21 Apr L’INTELLIGENZA EMOTIVA PUO’ ENTRARE IN CARCERE
L’intelligenza emotiva è una prospettiva di formazione e di crescita che può entrare in carcere. Ne abbiamo la prova. Ci sono esperienze che lo dimostrano: gruppi di alfabetizzazione emotiva che abbiamo proposto e realizzato con ottimi risultati in alcune carceri (a Torino, Genova, Vallo della Lucania, Napoli) con il nostro metodo basato sull’attivazione della soggettività dei partecipanti, sull’interazione, sul gioco, sulla scoperta e la messa in parola delle emozioni. Possiamo affermare a seguito di un’ampia verifica sul campo che i gruppi centrati sul compito di sviluppare le competenze emotive facilitano la crescita umana, relazionale e culturale delle persone coinvolte in tutti gli ambienti istituzionali e particolarmente in carcere. Abbiamo la prova che l’intelligenza emotiva sia una proposta culturale e formativa che può suscitare interesse e cambiamento fra gli agenti di polizia penitenziaria e gli educatori che lavorano in carcere. Lo dimostra il progetto che da circa un anno viene portato avanti nell’amministrazione penitenziaria del Piemonte: un progetto promosso dal P.R.A.P. (Provveditorato Regionale Amministrazione Penitenziaria) e dal Centro Studi Hansel e Gretel e rivolto agli operatori dell’esecuzione penale. Il Convegno del 16 aprile di bilancio e di sintesi del progetto dal titolo “L’intelligenza emotiva può entrare nell’esecuzione penale?” è stato un successo con un forte coinvolgimento emotivo e cognitivo dei partecipanti con numerosi interventi e testimonianze da parte degli operatori coinvolti.
Il titolo dell’intero progetto è particolarmente significativo: “Amministrazione penitenziaria: le emeozioni che rendono più forti”. L’intelligenza emotiva: uno strumento per le relazioni e per la riduzione dello stress nell’esecuzione penale”. In un corpo di polizia ex militarizzato con finalità molto impegnative di contenimento e controllo dei detenuti, in un’istituzione dove circola e nopn solo tra i detenuti la cultura maschilista per cui le emozioni vengono percepite come espressione di debolezza, il progetto ha voluto affermare sin dalla sua presentazione e dal suo titolo che il confronto con le emozioni non rende più fragili, ma più forti..

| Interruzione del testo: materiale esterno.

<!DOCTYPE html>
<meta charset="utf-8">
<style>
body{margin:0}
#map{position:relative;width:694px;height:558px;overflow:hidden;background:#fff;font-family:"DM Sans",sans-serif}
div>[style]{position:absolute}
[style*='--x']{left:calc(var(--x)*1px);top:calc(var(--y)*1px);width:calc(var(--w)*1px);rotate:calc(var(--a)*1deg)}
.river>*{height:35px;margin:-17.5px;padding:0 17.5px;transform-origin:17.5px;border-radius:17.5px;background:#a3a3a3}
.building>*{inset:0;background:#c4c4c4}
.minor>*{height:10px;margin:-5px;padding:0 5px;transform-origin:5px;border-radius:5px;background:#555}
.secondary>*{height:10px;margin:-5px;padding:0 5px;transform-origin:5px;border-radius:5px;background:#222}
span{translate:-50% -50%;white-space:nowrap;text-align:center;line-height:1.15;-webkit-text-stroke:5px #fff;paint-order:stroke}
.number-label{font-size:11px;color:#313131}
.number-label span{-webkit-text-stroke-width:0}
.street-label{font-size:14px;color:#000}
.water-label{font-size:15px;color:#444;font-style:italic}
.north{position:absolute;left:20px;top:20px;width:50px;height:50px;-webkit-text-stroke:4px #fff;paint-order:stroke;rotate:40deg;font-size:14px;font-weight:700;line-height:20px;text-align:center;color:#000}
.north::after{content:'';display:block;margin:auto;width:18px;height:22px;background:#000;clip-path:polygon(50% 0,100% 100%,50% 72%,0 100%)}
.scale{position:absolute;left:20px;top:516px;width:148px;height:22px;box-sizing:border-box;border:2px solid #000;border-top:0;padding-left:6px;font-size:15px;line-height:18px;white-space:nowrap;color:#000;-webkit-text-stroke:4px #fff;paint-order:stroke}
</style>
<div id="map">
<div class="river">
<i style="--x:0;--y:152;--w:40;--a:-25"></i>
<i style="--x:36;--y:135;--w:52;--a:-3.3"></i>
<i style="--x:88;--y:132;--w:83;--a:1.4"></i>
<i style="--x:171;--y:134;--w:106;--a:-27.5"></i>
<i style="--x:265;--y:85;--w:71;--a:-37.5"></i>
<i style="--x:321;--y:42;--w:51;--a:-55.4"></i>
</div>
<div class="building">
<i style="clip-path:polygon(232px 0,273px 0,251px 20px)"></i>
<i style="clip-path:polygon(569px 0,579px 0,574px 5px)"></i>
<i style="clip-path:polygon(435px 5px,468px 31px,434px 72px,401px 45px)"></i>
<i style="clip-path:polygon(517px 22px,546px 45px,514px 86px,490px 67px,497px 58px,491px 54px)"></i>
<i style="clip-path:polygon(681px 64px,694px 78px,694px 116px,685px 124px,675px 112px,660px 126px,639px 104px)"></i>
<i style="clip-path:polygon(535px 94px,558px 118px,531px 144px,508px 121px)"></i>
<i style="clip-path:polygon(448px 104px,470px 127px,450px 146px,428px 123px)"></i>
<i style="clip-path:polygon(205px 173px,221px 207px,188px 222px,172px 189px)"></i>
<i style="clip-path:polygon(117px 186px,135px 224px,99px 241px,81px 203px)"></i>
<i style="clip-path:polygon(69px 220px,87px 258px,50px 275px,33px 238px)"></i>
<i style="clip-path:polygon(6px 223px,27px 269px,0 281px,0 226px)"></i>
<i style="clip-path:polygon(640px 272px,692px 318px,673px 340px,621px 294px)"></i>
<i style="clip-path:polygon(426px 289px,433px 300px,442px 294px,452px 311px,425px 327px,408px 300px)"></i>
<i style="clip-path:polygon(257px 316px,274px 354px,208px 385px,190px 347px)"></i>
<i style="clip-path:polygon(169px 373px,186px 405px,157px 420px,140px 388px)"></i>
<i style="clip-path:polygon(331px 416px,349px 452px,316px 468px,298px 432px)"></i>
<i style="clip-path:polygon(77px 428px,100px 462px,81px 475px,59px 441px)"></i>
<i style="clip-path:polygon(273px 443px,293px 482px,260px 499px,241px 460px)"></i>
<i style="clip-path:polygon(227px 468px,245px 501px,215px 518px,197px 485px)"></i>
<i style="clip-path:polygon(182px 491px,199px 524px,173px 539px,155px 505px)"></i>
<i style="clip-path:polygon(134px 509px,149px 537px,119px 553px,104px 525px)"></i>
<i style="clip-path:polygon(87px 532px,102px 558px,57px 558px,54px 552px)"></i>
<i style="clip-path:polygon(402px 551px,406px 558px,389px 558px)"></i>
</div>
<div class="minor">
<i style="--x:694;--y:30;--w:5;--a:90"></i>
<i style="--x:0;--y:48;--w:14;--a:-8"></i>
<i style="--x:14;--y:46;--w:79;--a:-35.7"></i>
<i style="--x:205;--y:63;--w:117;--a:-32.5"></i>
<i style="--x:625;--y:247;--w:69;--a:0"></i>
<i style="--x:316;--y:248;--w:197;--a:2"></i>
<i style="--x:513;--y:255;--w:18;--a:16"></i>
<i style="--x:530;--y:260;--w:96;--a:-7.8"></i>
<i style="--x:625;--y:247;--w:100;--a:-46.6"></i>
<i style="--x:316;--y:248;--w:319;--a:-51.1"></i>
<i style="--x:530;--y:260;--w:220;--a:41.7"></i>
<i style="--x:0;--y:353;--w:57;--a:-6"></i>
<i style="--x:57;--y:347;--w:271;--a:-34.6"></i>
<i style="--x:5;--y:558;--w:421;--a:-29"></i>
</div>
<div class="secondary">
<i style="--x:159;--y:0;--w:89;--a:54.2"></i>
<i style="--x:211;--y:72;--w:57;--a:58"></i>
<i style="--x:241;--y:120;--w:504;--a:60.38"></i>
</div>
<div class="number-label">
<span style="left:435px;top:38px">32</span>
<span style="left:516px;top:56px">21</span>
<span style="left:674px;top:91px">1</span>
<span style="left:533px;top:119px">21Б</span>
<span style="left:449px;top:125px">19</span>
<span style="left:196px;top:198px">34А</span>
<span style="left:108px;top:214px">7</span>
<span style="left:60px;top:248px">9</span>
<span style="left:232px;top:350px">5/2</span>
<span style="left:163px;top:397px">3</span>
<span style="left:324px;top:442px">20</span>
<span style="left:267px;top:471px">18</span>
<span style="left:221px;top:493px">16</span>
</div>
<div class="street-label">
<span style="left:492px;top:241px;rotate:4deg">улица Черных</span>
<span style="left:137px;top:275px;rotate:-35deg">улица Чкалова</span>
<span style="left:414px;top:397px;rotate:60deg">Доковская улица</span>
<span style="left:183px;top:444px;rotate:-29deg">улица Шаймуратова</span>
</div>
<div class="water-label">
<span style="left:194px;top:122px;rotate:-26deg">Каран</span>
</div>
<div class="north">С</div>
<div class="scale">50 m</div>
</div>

Il progetto ha coinvolto nella prima fase 450 persone fra agenti di polizia penitenziaria, educatori e personale dell’amministrazione penitenziaria in cinque convegni che hanno cercato di illustrare i principi dell’intelligenza emotiva e la loro applicazione nella vita sociale, nella vita istituzionale e più in generale nella vita delle persone. I cinque convegni sono stati organizzati a Verbania, Fossano Aosta, Torino ed Alessandria.
E’ stato un progetto innovativo che ha prodotto un forte interesse, certamente non abituale, tra gli agenti della polizia penitenziaria nei confronti di un’attività formativa. Il momento maggiormente coinvolgente e trasformativo è stato vissuto dagli agenti di polizia o penitenziaria all’interno dei gruppi di alfabetizzazione emotiva che per alcuni mesi si sono ritrovati in sei carceri del Piemonte: uno a Torino, uno ad Ivrea, uno a Novara, uno a Saluzzo due ad Alessandria. Ciascun gruppo ha effettuato 16 incontri. Complessivamente sono 104 le persone che hanno partecipati a questi gruppi:
polizia penitenziaria (di cui 10 ispettori o sovraintendente) n. 76 73, 1%
educatori n. 16 15, 4%
personale amministrativo n. 12 11, 5 %
Questa è la distribuzione numerica dei partecipanti ai gruppi di alfabetizzazione emotiva.
Torino |
Saluzzo1 Saluzzo2 |
Ivrea |
Alessandria1 |
Alessandria2 |
Novara |
20 |
22 |
17 |
13 |
15 |
17 |
I partecipanti uomini sono stati 67. I partecipanti donne sono state. 37
Le assenze che si sono registrate legate a cause palesemente oggettive come ferie, malattie, problemi familiari e difficoltà organizzative piuttosto che a demotivazione
La partecipazione ai gruppi di alfabetizzazione emotiva non ha conosciuto cali rilevanti. Non sì è assistito a quel fenomeno ricorrente nell’attività formativa (soprattutto all’interno di istituzioni come l’amministrazione penitenziaria) per cui il numero dei partecipanti decresce rapidamente. 85 su 104 hanno terminato il cammino.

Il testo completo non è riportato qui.